Many children with special education needs show developmental differences when they are babies, especially in their social and language skills.
Engr. Li H. Schonberg, a mechatronic Robotics Engineer with a degree in Social Psychology major in Special education need and disabilities (SEND) and whose advocacy is to hone the roadmap of innovative education. She aims to build a stronger system for students of special needs who require support and amplify community voice for them to be recognized and be heard, shares what the early signs of kids with special needs.
“Usually, you can recognize the autism behaviour series between the age of 12 to 18 months or sometimes even earlier. It will show as developmental difficulties, and this can especially be seen in their social and language skills.

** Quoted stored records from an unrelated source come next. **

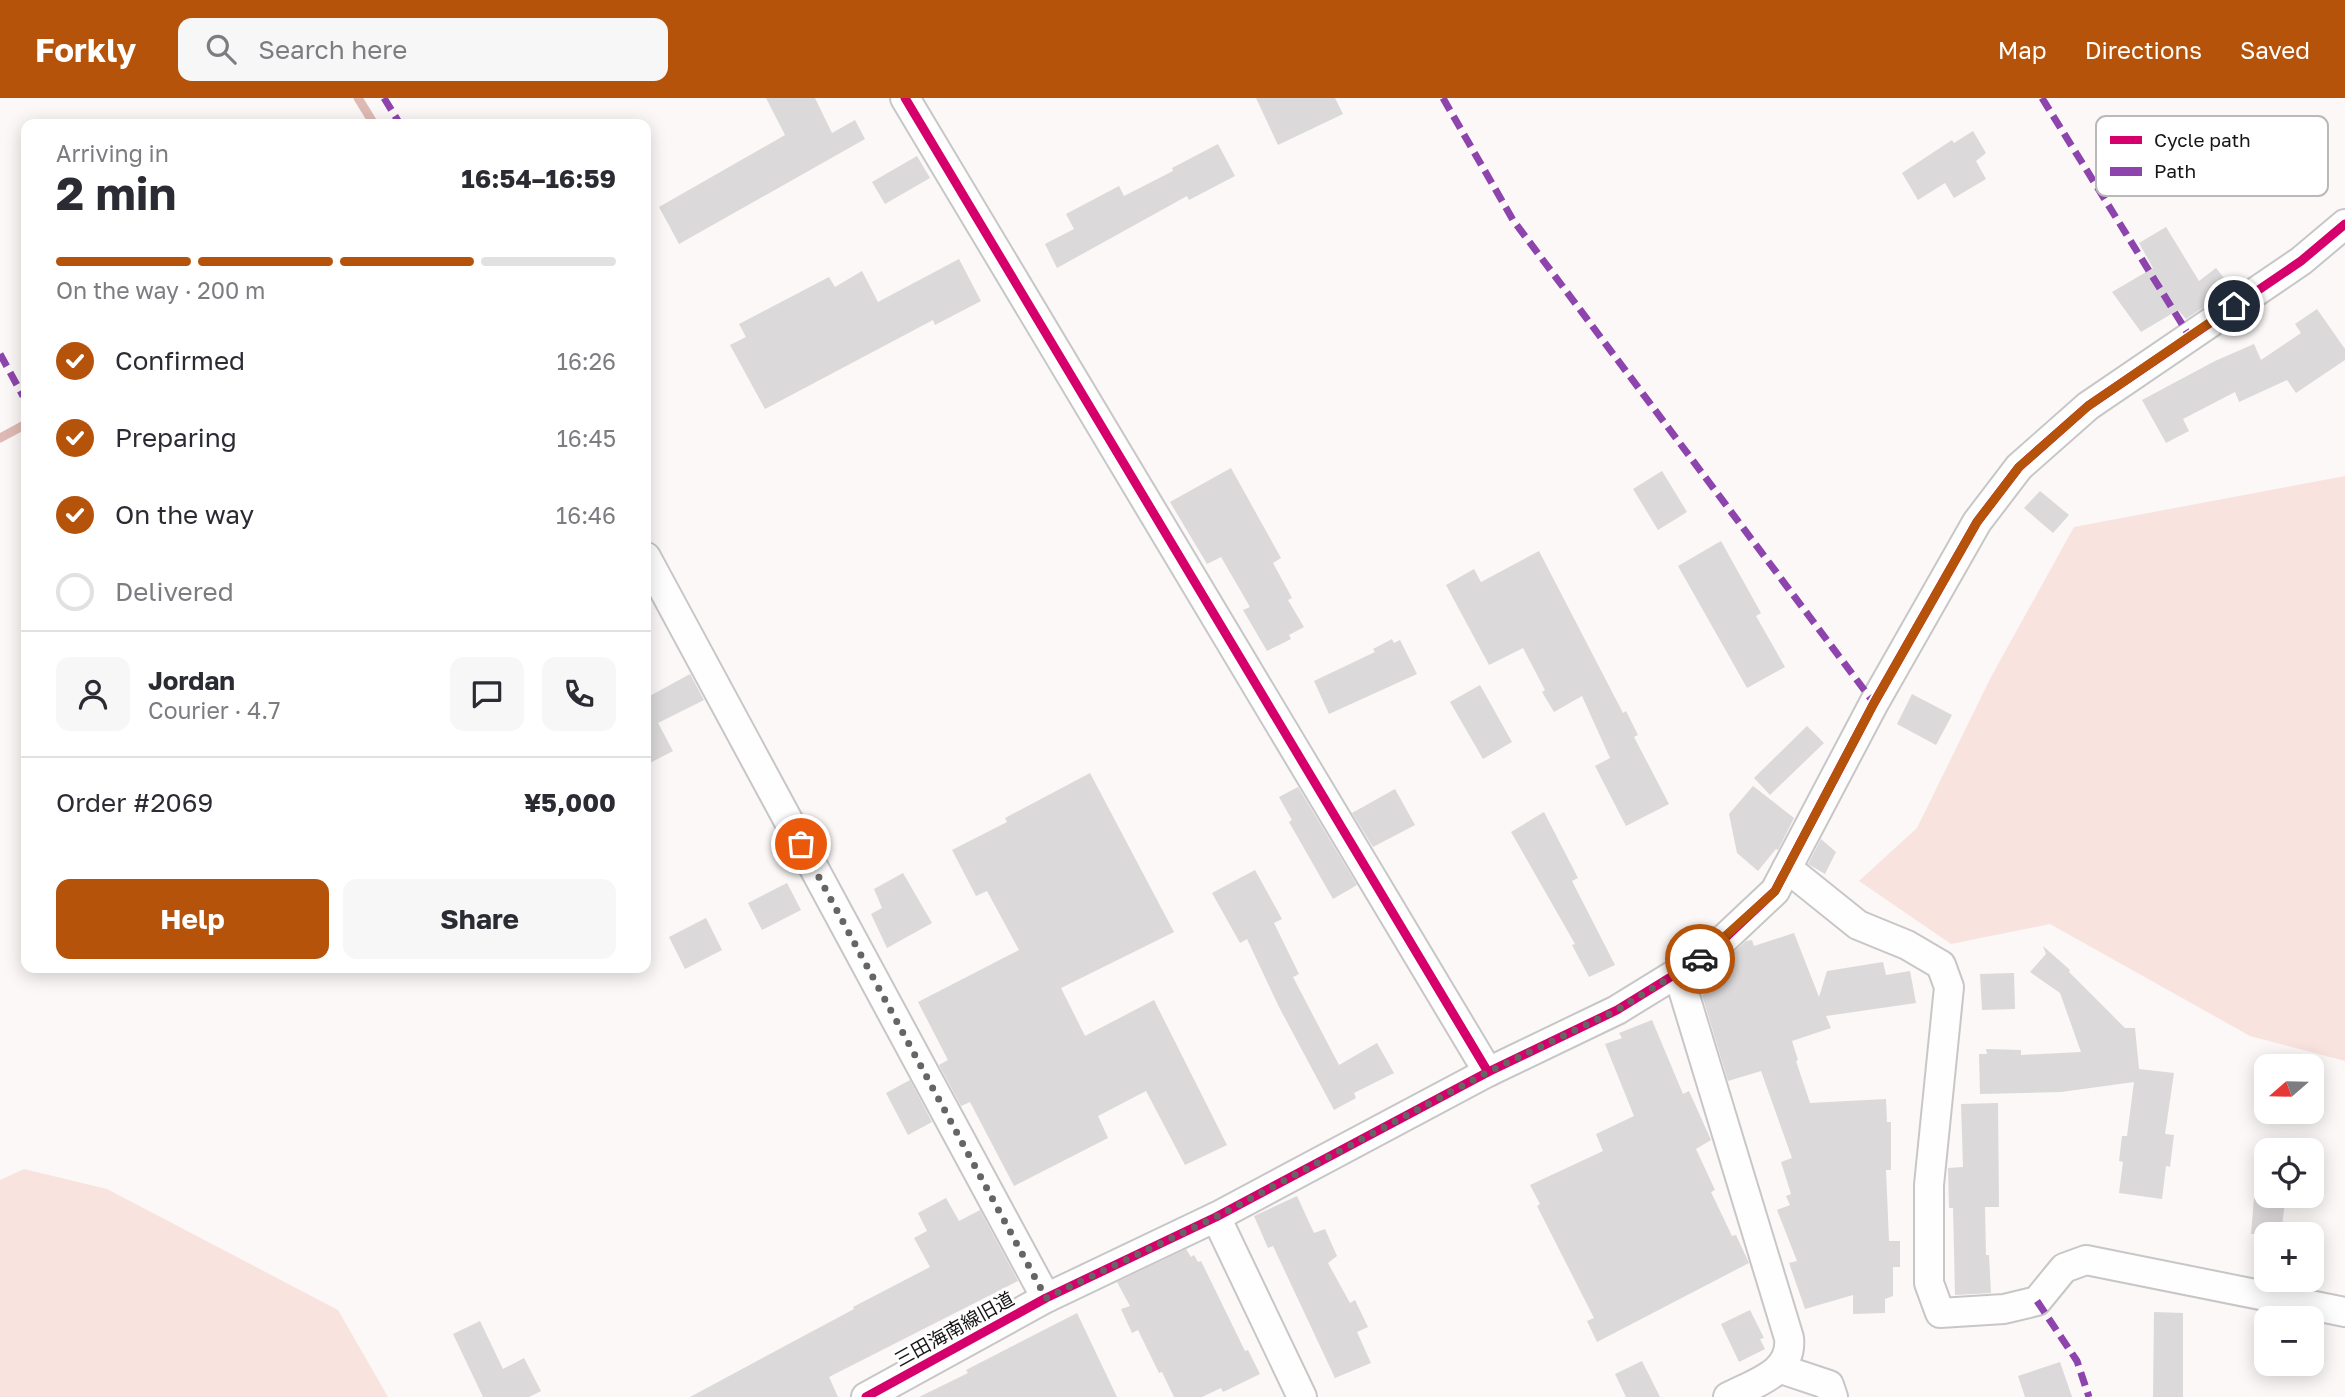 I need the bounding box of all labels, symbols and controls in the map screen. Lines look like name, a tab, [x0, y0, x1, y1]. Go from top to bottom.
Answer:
search box	[178, 18, 668, 81]
text: Forkly	[35, 30, 136, 69]
icon: search	[202, 30, 240, 68]
text: Search here	[258, 34, 407, 65]
text: Map	[1998, 35, 2047, 64]
text: Directions	[2085, 35, 2202, 64]
text: Saved	[2240, 35, 2310, 64]
legend	[2096, 116, 2328, 196]
text: Cycle path	[2154, 128, 2251, 151]
text: Arriving in	[56, 139, 169, 167]
text: Path	[2154, 159, 2196, 182]
text: 16:54–16:59	[461, 163, 616, 194]
text: 2 min	[56, 165, 176, 220]
text: On the way · 200 m	[56, 276, 265, 304]
pin	[2204, 276, 2264, 336]
icon: home	[2215, 287, 2253, 325]
icon: check	[56, 342, 94, 380]
text: Confirmed	[115, 345, 245, 376]
text: 16:26	[557, 347, 616, 375]
icon: check	[56, 419, 94, 457]
text: Preparing	[115, 422, 237, 453]
text: 16:45	[557, 424, 616, 452]
icon: check	[56, 496, 94, 534]
text: On the way	[115, 499, 254, 530]
text: 16:46	[556, 501, 616, 529]
text: Delivered	[115, 576, 234, 607]
button: person	[56, 657, 130, 731]
button: chat	[450, 657, 524, 731]
button: phone	[542, 657, 616, 731]
text: Jordan	[148, 665, 235, 696]
text: Courier · 4.7	[148, 696, 280, 724]
text: Order #2069	[56, 787, 213, 818]
text: ¥5,000	[524, 787, 616, 818]
pin	[771, 814, 831, 874]
icon: bag	[782, 825, 820, 863]
button: Help	[56, 879, 329, 959]
button: Share	[343, 879, 616, 959]
courier	[1665, 924, 1735, 994]
icon: car	[1681, 940, 1719, 978]
north arrow	[2254, 1054, 2324, 1124]
map controls	[2254, 1054, 2324, 1376]
button: locate	[2254, 1138, 2324, 1208]
button: +	[2254, 1222, 2324, 1292]
street label: 三田海南線旧道	[890, 1286, 1018, 1371]
button: −	[2254, 1306, 2324, 1376]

There will always be an early sign in their behaviour, and it will be obvious while growing up,” the Abu Dhabi-based Filipina entrepreneur said.
She further added that before experts categorize kids on the autism spectrum or children with special needs, they would be diagnosed with a ‘complicated condition’ that included problems with communication and behaviour.
“But actually, that’s autism. Facts state that experts believe that there are no more children who develop autism today than 50 years ago. Instead, they say the increase in cases is due to changes in diagnostic criteria and more awareness of the condition of autism,” she said.
Engr. Schonberg said that the most prevalent signs of autism in children include repetitive movements, no eye contact, non-verbal communication, rocking their body, and finding it hard to express what they want and feel, among other things.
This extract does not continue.